= Collected data =
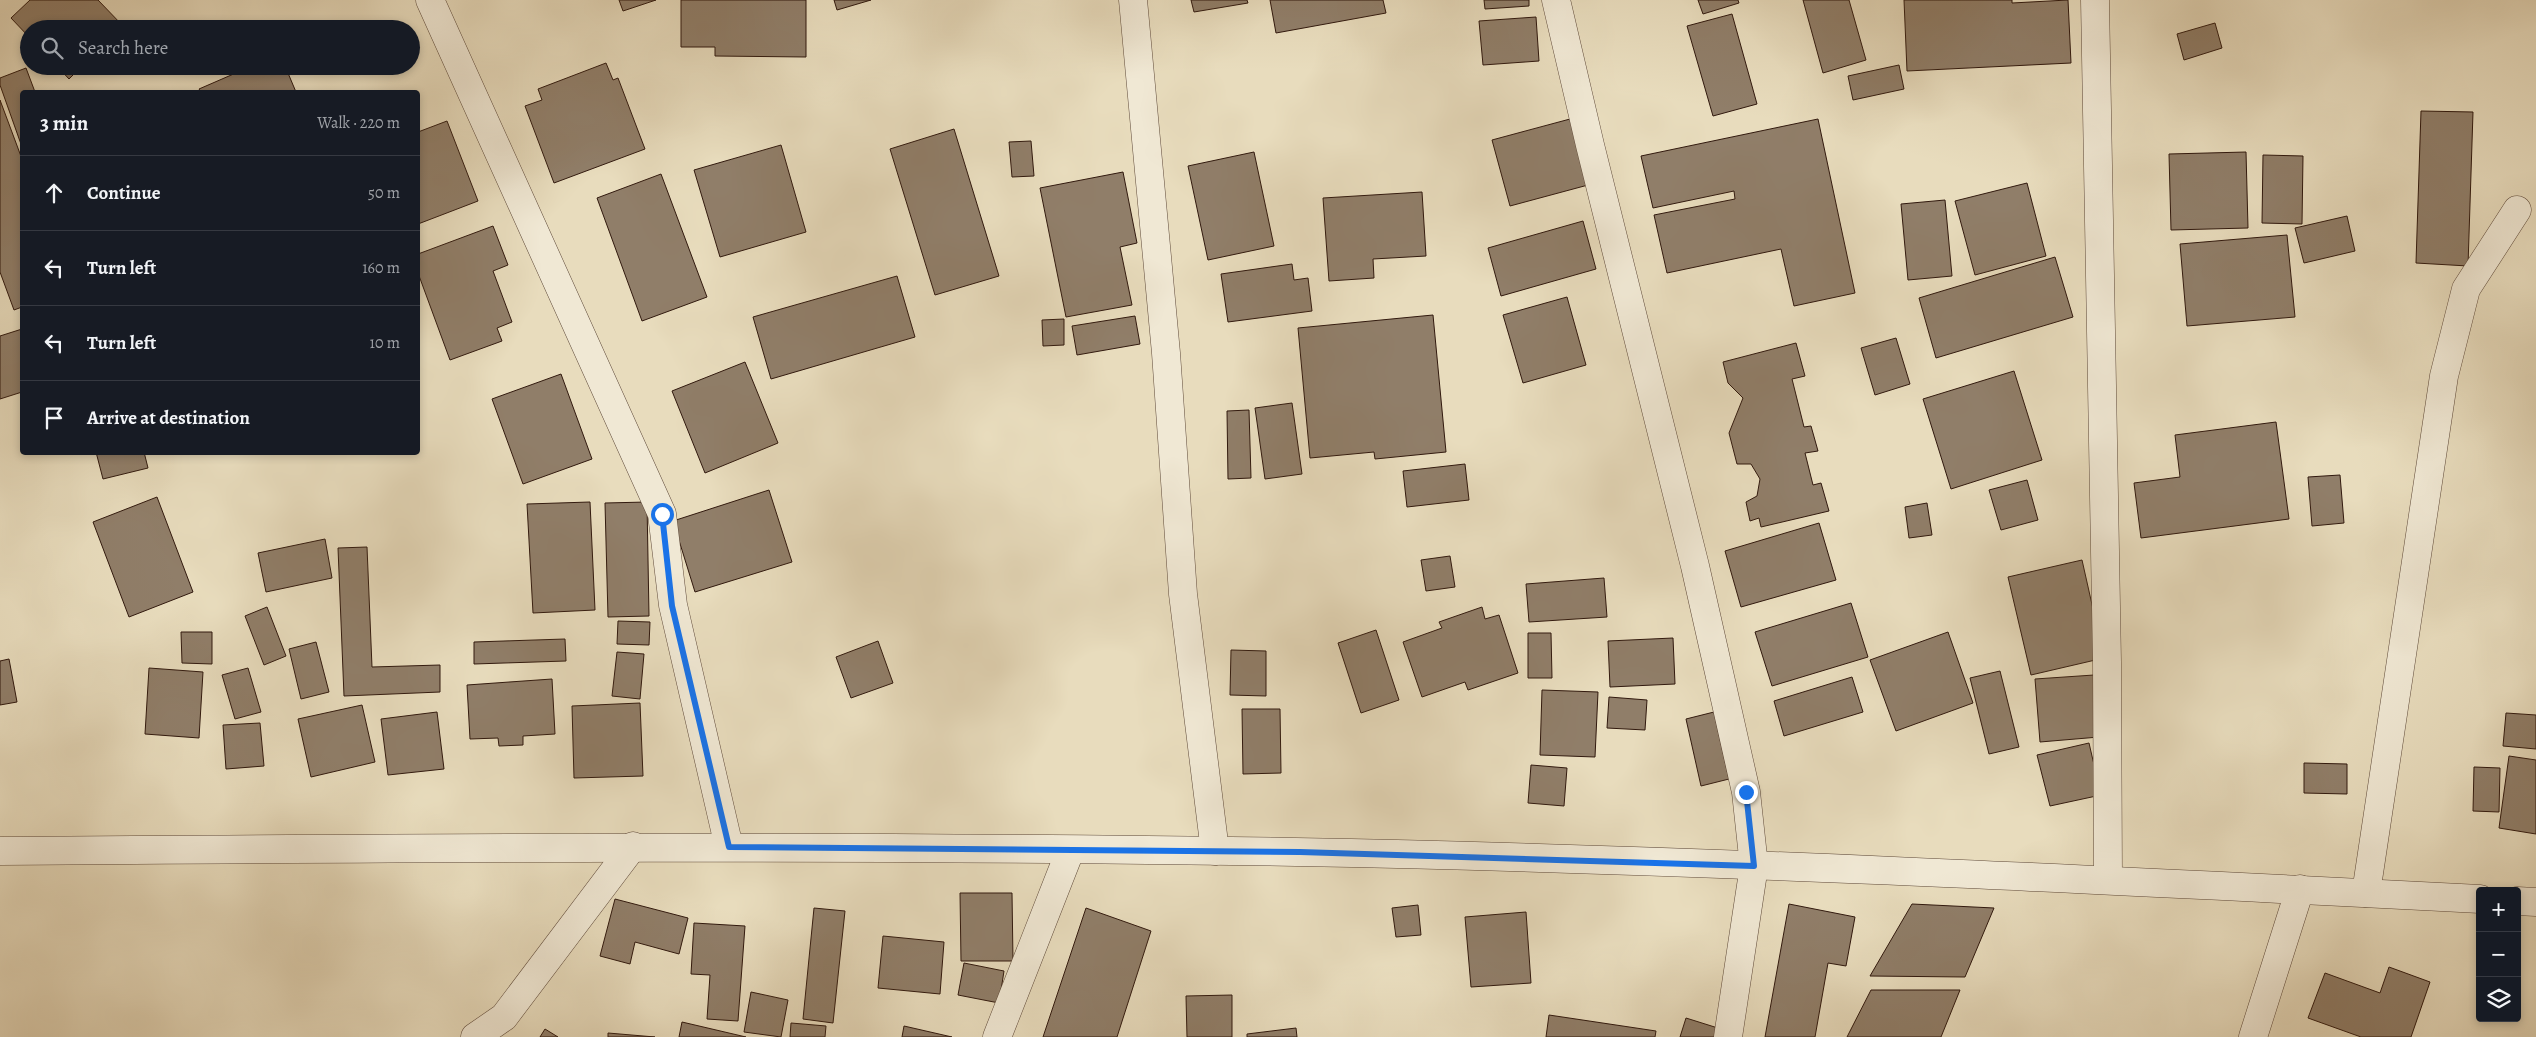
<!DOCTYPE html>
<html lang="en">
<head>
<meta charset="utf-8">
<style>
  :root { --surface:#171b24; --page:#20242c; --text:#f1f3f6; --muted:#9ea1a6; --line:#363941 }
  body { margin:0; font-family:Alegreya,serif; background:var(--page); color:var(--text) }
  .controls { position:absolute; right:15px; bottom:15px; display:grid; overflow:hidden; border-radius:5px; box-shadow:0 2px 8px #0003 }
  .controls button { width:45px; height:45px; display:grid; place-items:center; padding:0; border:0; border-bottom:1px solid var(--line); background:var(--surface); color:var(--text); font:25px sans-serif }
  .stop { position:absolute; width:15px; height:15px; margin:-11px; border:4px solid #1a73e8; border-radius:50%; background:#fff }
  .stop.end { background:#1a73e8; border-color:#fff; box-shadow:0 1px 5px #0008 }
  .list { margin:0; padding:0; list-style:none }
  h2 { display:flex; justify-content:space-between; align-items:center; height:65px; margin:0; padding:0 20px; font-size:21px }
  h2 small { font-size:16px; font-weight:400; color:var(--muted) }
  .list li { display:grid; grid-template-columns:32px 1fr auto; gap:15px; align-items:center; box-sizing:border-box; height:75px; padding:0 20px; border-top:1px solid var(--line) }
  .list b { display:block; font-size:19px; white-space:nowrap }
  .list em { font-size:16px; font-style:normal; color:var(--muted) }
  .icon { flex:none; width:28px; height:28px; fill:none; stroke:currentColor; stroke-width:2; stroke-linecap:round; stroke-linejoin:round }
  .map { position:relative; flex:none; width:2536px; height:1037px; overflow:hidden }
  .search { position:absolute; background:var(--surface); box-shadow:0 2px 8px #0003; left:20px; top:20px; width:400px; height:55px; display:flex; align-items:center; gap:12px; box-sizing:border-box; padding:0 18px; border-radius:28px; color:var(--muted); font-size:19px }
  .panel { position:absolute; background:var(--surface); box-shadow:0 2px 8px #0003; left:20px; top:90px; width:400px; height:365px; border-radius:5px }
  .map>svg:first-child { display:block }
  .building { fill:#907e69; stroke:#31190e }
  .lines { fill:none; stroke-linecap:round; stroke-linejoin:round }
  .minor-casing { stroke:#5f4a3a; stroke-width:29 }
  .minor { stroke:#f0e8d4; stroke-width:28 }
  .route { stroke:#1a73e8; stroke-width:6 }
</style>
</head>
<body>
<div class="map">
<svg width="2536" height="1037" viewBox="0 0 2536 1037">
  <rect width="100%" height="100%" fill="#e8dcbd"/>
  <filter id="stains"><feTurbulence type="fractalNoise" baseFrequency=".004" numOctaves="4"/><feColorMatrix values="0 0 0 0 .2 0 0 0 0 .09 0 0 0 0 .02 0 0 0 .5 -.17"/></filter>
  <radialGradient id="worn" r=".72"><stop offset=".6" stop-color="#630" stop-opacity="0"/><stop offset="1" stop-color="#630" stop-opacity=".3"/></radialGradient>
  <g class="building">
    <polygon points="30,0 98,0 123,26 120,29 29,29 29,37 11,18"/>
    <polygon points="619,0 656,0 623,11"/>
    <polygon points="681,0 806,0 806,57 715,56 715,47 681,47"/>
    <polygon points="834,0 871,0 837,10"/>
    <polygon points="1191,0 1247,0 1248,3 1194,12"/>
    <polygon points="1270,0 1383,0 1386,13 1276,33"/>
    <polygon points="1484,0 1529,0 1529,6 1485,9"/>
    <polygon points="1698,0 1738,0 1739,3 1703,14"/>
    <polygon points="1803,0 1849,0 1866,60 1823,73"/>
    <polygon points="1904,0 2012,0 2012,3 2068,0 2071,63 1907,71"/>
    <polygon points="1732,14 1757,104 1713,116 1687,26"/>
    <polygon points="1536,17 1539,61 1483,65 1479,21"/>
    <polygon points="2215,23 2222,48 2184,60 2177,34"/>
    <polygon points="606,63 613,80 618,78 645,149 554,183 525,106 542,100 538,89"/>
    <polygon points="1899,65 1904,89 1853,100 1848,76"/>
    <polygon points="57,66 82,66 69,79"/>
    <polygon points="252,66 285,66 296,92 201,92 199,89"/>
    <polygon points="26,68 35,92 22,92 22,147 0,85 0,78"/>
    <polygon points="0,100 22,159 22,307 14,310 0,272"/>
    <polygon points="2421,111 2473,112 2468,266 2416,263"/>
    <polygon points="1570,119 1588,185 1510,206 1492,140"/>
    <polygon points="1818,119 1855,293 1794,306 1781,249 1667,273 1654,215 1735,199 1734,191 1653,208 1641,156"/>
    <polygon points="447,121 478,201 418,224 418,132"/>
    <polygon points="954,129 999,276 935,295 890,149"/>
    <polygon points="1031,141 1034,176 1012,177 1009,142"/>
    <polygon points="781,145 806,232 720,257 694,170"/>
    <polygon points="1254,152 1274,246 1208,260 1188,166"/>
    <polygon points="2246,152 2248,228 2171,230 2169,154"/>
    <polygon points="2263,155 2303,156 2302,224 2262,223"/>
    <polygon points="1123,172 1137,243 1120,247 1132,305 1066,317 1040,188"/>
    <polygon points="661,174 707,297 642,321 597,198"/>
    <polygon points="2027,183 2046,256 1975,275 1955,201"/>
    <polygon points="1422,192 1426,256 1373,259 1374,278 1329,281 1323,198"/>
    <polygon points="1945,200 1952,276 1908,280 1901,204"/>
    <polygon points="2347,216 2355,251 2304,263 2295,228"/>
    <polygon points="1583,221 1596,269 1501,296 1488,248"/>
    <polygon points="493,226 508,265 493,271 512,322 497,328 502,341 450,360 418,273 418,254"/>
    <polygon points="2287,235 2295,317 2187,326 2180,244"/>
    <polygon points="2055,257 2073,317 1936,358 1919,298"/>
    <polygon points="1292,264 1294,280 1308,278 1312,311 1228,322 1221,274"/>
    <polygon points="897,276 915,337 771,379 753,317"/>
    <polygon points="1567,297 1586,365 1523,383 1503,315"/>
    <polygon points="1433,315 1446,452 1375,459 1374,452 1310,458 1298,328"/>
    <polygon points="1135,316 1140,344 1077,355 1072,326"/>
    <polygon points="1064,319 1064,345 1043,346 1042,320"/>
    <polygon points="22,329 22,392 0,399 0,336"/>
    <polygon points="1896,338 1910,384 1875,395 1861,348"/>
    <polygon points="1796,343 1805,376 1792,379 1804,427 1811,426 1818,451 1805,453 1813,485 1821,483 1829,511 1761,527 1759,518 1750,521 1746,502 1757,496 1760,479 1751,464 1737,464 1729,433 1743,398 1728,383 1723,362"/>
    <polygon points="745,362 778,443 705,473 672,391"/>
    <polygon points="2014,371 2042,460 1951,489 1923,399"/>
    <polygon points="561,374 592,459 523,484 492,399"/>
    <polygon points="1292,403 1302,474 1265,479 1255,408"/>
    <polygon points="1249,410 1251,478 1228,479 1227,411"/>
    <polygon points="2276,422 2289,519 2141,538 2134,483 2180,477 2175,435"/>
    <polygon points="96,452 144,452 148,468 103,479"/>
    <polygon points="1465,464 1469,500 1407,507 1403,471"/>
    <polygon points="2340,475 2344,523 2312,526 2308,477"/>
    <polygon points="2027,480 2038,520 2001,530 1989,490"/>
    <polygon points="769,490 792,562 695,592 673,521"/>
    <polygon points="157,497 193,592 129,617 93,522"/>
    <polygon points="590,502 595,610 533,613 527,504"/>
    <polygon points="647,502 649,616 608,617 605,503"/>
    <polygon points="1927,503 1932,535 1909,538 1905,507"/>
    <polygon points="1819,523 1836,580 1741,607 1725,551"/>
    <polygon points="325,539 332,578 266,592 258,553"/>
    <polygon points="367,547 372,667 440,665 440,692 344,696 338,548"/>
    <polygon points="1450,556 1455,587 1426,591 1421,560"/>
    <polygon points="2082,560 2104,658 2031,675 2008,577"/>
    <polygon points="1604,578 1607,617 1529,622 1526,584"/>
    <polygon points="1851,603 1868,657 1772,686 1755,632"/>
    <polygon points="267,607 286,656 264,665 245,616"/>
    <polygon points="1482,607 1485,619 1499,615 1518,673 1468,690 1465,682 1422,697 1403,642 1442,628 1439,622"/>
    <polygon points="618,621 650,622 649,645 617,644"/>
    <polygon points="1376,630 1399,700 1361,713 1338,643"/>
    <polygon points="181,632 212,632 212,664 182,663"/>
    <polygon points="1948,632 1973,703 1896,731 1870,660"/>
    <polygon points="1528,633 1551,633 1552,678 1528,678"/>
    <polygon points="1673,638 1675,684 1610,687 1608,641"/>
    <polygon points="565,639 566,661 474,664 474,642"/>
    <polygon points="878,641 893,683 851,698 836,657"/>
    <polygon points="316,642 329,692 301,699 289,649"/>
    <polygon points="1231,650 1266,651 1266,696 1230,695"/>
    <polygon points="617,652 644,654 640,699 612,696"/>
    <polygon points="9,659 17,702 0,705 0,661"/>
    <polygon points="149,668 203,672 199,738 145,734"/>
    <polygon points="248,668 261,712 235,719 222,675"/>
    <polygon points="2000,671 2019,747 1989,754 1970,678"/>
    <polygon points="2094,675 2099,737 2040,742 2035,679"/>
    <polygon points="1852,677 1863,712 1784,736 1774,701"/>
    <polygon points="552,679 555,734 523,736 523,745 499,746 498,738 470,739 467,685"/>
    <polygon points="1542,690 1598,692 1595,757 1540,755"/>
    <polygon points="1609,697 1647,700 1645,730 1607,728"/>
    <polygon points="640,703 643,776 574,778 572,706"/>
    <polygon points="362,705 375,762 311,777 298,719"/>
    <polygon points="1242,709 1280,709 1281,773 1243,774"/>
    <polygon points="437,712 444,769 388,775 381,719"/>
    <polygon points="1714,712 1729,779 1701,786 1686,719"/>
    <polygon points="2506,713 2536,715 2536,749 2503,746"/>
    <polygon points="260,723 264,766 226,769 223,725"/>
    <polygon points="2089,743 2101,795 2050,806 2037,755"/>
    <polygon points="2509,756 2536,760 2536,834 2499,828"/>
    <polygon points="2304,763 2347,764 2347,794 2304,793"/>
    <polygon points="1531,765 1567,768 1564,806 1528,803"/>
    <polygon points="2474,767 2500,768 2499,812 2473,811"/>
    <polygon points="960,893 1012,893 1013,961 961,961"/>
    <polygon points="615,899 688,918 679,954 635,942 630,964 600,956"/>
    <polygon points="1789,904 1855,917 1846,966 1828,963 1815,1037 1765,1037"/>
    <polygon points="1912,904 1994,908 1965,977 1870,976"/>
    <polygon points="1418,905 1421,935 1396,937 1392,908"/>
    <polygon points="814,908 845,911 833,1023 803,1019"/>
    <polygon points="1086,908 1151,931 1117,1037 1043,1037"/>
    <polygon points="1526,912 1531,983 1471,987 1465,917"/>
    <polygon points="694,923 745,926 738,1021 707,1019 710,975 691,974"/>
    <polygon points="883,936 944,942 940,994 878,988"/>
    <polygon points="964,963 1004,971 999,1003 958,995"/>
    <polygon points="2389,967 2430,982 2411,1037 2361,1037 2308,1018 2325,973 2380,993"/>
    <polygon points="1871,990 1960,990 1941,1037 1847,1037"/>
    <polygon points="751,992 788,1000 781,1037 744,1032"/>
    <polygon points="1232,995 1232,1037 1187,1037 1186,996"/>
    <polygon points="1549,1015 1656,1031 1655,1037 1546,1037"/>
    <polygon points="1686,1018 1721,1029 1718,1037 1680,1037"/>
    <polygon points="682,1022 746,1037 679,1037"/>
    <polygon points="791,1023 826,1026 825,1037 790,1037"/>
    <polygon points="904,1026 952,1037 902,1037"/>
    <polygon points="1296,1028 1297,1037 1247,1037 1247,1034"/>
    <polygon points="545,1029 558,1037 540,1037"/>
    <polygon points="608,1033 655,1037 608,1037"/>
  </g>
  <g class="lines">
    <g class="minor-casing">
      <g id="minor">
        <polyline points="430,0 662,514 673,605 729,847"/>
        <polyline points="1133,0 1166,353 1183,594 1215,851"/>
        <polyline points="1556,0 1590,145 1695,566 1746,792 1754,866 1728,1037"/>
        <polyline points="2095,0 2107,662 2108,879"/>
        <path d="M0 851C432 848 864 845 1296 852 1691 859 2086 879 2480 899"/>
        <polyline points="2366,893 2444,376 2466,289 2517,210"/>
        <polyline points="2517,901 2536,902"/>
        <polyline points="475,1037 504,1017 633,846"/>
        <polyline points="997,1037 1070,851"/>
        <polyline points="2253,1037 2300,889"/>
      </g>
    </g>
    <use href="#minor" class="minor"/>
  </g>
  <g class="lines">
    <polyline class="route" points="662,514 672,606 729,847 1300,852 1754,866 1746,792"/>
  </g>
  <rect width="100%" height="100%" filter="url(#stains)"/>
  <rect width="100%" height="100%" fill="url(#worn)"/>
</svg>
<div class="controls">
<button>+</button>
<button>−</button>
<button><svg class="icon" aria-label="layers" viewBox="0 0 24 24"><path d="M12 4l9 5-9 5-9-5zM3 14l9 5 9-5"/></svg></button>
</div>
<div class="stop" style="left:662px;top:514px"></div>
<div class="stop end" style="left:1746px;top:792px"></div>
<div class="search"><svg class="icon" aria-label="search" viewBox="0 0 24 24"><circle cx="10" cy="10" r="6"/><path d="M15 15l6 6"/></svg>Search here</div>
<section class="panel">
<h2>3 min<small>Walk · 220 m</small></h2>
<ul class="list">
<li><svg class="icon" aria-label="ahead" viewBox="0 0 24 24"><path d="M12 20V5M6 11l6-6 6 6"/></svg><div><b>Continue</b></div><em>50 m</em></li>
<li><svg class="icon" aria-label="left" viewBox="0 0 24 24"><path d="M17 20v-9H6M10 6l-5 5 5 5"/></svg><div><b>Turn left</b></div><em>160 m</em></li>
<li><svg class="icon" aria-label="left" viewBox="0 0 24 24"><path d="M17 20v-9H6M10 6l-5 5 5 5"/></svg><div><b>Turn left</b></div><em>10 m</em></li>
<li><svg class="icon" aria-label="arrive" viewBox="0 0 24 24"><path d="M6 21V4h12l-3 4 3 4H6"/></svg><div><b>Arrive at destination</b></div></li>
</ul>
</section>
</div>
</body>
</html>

= What is expected =
Wherever a line in the records contains the word "bottom", copy that line.

= Response for this exercise =
  .controls { position:absolute; right:15px; bottom:15px; display:grid; overflow:hidden; border-radius:5px; box-shadow:0 2px 8px #0003 }
  .controls button { width:45px; height:45px; display:grid; place-items:center; padding:0; border:0; border-bottom:1px solid var(--line); background:var(--surface); color:var(--text); font:25px sans-serif }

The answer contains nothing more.